# Chapter 3 - Interactive

### This notebook will contain code blocks, images, and gifs to further enhance your understanding and intuition of specific topics listed below:

- #### attention

## Attention

#### Instead of processing a word in isolation or in a fixed window, attention allows the model to:

* #### dynamically focus on other words in the input sequence

* #### weigh the importance of those words based on context

* #### capture long-range dependencies, even between words far apart in the text


### For example, in the sentence:
#### "The cat, which had been hiding under the couch, finally emerged."

#### When predicting the word "emerged", the model may attend more to "cat" than to "couch", even though "cat" is far away. This is only possible because of attention.

#### An example is shown below:

<div style="max-width:700px">
    
![](images/interactive_1.gif)

</div>

#### Below is an example of calculating the context vector for a token in a sequence.

<div style="max-width:800px">
    
![](images/interactive_3.gif)

</div>

#### Now lets get into the difference between single-head and multi-head attention.

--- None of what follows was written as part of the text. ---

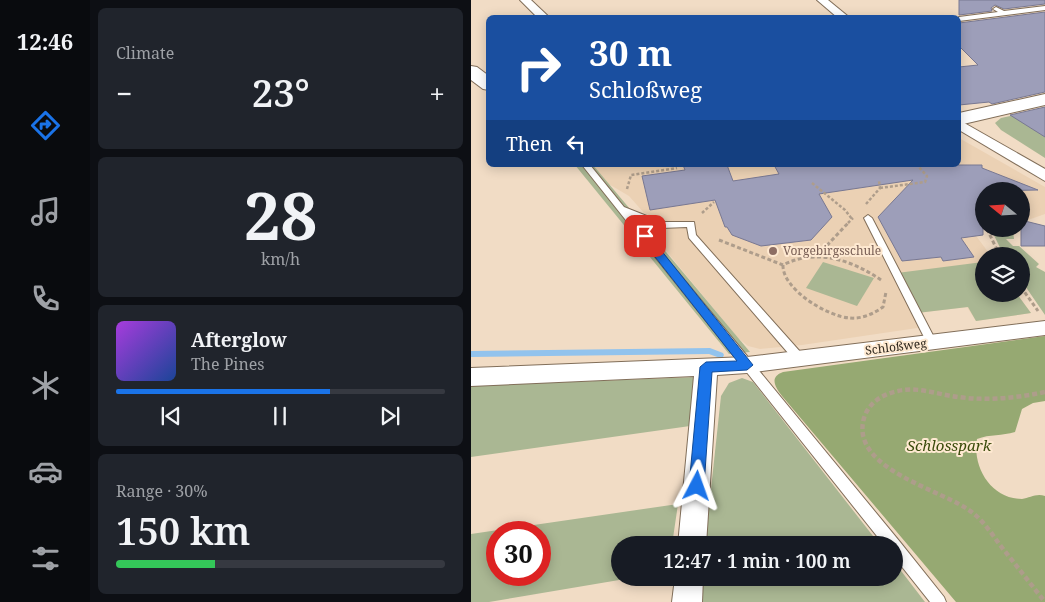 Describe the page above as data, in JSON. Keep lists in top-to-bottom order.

#### Single-head attention:

#### In single-head attention, each token uses a single query vector to compare against all key vectors. It produces a single set of attention scores, which are then softmaxed into attention weights. These weights are used to compute a single context vector as a weighted sum of the value vectors. This process helps the model focus on the most relevant parts of the input, but it only attends from a single representation subspace. Limitation: Single-head attention can miss important contextual relationships because it only uses one perspective or feature space to calculate attention.

#### Multi-head attention:

#### Multi-head attention overcomes the limitations of single-head attention by projecting the same token into multiple sets of query, key, and value spaces (via learned weight matrices). Each head computes its own attention scores and context vector independently. Each head can focus on different types of relationships—e.g., syntactic structure in one head, and semantic similarity in another. After computing each head’s context vector, they are concatenated (or averaged) to form the final representation. This gives the model a richer understanding of context.


<div style="max-width:800px">
    
![](images/interactive_2.gif)

</div>

In [8]:
import numpy as np

def softmax(x):
    e_x = np.exp(x - np.max(x))  # numerical stability
    return e_x / e_x.sum()

# === SINGLE-HEAD ATTENTION ===
q = np.array([1, 0])  # query for the token
keys = np.array([[1, 1], [1, 0]])
values = np.array([[2, 0], [0, 2]])

attn_scores = q @ keys.T  # [q · k1, q · k2]
attn_weights = softmax(attn_scores)
context_vector = attn_weights @ values

print("=== SINGLE-HEAD ATTENTION ===")
print(f"Query: {q}")
print(f"Attention scores: {attn_scores}")
print(f"Softmaxed weights: {attn_weights}")
print(f"Context vector (single-head): {context_vector}\n")

# === MULTI-HEAD ATTENTION ===
token_embedding = np.array([1, 1])  # original embedding for a single token
print("=== MULTI-HEAD ATTENTION (2 heads on same token) ===")
print(f"Original token embedding: {token_embedding}\n")

# --- Head 1 ---
W_q1 = np.array([[1, 0], [0, 1]])  # Identity
q1 = token_embedding @ W_q1
attn_scores_1 = q1 @ keys.T
attn_weights_1 = softmax(attn_scores_1)
context_vector_1 = attn_weights_1 @ values

print("Head 1:")
print(f"  q1 = token_embedding @ W_q1 = {q1}")
print(f"  Attention weights: {attn_weights_1}")
print(f"  Context vector: {context_vector_1}")

# --- Head 2 ---
W_q2 = np.array([[2, -1], [0, 0.5]])
q2 = token_embedding @ W_q2
attn_scores_2 = q2 @ keys.T
attn_weights_2 = softmax(attn_scores_2)
context_vector_2 = attn_weights_2 @ values

print("Head 2:")
print(f"  q2 = token_embedding @ W_q2 = {q2}")
print(f"  Attention weights: {attn_weights_2}")
print(f"  Context vector: {context_vector_2}")

# Final output
multihead_output = np.concatenate([context_vector_1, context_vector_2])
print(f"\nFinal Multi-head Context (concatenated): {multihead_output}")


=== SINGLE-HEAD ATTENTION ===
Query: [1 0]
Attention scores: [1 1]
Softmaxed weights: [0.5 0.5]
Context vector (single-head): [1. 1.]

=== MULTI-HEAD ATTENTION (2 heads on same token) ===
Original token embedding: [1 1]

Head 1:
  q1 = token_embedding @ W_q1 = [1 1]
  Attention weights: [0.73105858 0.26894142]
  Context vector: [1.46211716 0.53788284]
Head 2:
  q2 = token_embedding @ W_q2 = [ 2.  -0.5]
  Attention weights: [0.37754067 0.62245933]
  Context vector: [0.75508134 1.24491866]

Final Multi-head Context (concatenated): [1.46211716 0.53788284 0.75508134 1.24491866]